## WHAT THE EXERCISE ASKS
Only the number should be given: how many lines below contain "canvas".

## AVAILABLE DATA
==========

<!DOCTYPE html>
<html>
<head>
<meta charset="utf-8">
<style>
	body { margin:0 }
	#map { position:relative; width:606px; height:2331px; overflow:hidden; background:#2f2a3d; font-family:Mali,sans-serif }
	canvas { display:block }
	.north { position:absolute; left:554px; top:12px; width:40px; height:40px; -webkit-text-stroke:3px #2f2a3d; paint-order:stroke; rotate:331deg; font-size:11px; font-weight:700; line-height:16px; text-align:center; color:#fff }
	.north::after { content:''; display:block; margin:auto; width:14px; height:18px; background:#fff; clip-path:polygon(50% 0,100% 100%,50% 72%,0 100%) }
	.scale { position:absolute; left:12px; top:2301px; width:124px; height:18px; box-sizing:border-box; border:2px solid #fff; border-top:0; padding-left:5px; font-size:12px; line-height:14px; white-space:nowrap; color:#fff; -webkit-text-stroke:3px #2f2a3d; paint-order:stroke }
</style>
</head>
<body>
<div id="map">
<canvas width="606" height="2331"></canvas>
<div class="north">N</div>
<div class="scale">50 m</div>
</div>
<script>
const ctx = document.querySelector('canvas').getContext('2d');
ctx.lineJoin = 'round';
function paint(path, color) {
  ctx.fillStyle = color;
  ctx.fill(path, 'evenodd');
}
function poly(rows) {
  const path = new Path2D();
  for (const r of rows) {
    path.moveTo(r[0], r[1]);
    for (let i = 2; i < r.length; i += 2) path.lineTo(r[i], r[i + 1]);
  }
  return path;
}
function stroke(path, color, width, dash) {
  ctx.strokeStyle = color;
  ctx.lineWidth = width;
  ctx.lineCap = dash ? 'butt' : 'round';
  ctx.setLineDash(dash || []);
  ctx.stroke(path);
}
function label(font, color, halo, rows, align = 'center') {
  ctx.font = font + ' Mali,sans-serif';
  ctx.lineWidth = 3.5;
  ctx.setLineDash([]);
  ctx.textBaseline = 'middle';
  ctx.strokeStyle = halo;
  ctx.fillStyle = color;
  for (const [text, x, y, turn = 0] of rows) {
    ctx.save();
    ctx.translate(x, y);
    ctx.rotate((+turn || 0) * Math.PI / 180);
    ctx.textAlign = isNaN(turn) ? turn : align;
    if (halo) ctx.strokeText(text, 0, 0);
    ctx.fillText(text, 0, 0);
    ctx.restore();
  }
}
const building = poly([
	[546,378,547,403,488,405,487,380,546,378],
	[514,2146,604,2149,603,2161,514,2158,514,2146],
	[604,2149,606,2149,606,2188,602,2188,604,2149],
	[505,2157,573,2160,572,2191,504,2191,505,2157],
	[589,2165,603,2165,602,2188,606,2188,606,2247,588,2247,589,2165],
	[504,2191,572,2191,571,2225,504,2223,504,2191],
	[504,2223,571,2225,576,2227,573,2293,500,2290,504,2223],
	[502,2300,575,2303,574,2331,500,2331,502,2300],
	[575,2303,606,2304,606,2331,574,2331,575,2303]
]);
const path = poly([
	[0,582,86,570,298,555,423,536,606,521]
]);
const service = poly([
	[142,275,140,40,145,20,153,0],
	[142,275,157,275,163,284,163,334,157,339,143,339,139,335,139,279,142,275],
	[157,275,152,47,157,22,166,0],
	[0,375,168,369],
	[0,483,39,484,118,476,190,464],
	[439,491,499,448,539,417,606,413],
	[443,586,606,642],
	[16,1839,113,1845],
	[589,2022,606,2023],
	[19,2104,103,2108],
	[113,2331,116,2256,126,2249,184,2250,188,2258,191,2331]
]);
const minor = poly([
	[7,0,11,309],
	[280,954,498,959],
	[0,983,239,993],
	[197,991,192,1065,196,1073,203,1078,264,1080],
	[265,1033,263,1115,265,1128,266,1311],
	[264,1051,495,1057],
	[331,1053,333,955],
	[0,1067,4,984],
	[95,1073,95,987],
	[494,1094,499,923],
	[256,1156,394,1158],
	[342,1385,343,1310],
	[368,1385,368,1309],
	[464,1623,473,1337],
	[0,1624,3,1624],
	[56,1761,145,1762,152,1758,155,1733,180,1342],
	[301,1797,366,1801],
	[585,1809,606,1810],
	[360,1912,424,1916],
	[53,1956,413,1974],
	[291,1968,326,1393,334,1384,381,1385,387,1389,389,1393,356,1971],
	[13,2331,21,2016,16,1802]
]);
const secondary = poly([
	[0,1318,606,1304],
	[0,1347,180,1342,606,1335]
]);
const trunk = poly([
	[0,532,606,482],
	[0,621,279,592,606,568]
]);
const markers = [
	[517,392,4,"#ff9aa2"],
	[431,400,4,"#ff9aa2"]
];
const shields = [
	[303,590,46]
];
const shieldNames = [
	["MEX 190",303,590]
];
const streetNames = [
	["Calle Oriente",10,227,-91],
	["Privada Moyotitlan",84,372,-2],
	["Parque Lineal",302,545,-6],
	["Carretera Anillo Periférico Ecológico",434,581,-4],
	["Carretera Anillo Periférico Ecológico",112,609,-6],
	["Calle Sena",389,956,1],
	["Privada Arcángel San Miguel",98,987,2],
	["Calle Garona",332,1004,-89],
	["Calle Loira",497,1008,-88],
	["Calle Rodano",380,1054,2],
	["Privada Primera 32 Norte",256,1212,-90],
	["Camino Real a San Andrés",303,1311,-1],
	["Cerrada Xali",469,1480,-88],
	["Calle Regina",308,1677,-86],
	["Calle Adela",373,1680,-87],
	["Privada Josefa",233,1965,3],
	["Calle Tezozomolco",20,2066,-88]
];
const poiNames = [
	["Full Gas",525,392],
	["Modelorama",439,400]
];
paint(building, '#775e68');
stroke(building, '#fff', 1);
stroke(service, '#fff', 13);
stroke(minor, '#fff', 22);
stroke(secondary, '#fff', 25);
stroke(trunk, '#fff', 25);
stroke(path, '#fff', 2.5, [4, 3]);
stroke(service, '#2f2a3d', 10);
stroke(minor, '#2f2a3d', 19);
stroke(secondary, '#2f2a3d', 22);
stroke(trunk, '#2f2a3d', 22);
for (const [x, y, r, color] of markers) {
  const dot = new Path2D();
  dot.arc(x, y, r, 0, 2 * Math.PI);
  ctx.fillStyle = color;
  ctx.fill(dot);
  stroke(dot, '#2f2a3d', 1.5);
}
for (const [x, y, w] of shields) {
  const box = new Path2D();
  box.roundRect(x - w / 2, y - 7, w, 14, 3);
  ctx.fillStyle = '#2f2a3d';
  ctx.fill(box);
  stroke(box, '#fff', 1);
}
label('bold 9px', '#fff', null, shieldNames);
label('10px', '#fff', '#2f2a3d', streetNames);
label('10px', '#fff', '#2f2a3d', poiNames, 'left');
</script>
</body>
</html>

==========

## WRITTEN RESPONSE
3